Furthermore the Syrian state army (aligned with President Assad of Syria) have become highly professional, with much experience on the battlefield carrying out counter-insurgency warfare.  

The horrific events in Tunisia, in which British 30 tourists were killed in 2015 created a stronger impetus for Britain to act.  This event and the increasing threat of more ISIS attacks since London, Manchester, Brussels, Barcelona, and Paris have persuaded some that a more muscular foreign policy is needed not just to contain the ISIS threat, but to roll it back.   

Therefore in terms of grand strategy: the emphasis has shifted away from merely containing ISIS to rolling it back territorially – so as to destroy the enemy on the ground.  As we have seen ISIS retreat, its territory has shrunk both in Syria and in Iraq.  However, that does not mean that ISIS is now extinct.  Far from it.  It means that military planners are now seeing a new level to the conflict.  

While limited action has composed of airstrikes, special forces operations and drone strikes by the West and also Russia which have forced ISIS to become embedded into the civilian population, it created conditions harder for Russian military as well as our own to know who to target which means the probability of civilian deaths goes up as a consequence.  Particularly controversial has been the Russian bombing of Aleppo.  While achieving in most part of its military goal to rid the city of terrorists, it has killed many thousands of civilians.  

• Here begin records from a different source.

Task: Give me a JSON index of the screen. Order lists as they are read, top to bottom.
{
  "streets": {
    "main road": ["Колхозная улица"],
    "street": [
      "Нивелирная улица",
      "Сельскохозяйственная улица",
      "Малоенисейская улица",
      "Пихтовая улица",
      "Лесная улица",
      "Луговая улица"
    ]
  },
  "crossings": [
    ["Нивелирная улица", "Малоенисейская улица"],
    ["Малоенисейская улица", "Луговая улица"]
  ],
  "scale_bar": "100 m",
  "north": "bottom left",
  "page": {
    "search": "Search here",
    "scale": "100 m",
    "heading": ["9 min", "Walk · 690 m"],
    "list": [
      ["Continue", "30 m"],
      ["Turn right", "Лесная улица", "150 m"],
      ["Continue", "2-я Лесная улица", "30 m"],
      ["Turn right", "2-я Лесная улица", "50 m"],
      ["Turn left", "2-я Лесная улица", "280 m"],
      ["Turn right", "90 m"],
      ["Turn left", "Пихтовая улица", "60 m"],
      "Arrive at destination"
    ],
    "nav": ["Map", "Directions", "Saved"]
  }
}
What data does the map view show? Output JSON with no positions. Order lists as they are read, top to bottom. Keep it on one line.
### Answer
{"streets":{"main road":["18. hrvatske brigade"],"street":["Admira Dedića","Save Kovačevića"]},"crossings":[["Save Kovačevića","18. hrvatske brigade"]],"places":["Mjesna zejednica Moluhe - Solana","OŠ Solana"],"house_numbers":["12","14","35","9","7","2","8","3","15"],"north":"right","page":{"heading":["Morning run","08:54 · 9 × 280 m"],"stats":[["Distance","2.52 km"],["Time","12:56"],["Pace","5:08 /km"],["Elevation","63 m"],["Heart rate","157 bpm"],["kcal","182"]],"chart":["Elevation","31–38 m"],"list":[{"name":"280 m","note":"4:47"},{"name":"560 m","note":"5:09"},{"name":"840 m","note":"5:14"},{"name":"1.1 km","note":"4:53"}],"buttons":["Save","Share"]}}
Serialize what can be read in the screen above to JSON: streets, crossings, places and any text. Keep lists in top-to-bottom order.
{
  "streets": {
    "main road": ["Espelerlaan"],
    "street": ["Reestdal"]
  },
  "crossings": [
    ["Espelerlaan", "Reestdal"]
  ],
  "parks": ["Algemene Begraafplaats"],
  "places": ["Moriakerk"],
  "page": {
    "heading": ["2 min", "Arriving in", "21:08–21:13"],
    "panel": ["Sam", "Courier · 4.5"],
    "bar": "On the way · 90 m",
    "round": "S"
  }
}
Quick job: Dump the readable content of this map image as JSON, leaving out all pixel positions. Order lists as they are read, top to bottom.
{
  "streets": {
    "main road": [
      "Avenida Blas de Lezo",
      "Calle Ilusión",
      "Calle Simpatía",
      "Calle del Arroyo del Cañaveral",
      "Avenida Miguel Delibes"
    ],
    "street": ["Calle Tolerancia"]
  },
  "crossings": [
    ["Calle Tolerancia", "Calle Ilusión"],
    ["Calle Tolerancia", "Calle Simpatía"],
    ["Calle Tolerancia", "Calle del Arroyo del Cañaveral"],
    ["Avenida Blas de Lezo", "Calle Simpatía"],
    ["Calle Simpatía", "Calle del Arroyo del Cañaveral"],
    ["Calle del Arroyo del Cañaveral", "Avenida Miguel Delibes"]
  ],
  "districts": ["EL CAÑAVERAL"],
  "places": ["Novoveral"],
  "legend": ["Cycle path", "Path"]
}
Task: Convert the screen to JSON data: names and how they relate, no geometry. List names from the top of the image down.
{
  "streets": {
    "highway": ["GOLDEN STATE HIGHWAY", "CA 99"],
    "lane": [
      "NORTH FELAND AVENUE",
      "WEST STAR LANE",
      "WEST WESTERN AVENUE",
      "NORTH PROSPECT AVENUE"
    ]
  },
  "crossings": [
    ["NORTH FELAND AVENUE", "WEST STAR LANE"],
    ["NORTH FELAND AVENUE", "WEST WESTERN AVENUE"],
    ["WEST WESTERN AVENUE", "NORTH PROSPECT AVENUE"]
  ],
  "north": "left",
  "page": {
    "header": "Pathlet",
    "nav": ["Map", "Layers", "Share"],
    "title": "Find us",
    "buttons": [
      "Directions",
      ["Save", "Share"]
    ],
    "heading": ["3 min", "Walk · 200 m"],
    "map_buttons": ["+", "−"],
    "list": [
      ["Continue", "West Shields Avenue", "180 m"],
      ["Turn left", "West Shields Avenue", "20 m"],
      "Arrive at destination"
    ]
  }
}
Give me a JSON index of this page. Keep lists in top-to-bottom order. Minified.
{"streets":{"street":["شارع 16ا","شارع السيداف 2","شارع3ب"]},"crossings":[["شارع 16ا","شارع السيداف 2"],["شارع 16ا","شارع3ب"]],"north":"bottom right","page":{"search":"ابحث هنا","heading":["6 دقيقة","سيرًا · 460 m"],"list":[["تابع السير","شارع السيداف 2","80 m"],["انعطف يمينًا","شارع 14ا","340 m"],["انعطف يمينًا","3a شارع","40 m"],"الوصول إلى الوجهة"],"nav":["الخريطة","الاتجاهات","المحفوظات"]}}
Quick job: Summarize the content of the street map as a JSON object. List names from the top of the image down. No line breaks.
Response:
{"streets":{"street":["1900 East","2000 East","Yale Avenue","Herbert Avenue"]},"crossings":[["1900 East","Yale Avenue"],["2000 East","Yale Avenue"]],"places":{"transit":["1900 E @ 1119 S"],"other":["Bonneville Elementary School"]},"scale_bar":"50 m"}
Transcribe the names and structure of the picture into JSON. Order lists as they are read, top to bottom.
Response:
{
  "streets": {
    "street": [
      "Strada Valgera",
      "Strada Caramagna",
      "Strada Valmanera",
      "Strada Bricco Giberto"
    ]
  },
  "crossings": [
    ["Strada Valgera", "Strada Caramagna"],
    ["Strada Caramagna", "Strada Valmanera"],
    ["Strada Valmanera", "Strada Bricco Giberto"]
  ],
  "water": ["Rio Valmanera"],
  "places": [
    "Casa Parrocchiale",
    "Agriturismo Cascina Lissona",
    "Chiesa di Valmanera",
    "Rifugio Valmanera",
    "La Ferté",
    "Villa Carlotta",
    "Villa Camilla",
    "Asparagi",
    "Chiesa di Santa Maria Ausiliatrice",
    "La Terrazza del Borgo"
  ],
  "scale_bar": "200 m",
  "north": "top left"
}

There is also a wider political issues at stake. As Prussian military strategist Carl von Clausewitz in the 18th century said “War is not an independent phenomenon, but the continuation of politics by different means.”.  Therefore any military action should and must be backed up by a credible long term political plan for the Middle East including key stakeholders in the region.  Furthermore we are now in a precarious situation where Assad’s forces are coming close to British and American special forces.  Wrong move to ignite a wider war in region.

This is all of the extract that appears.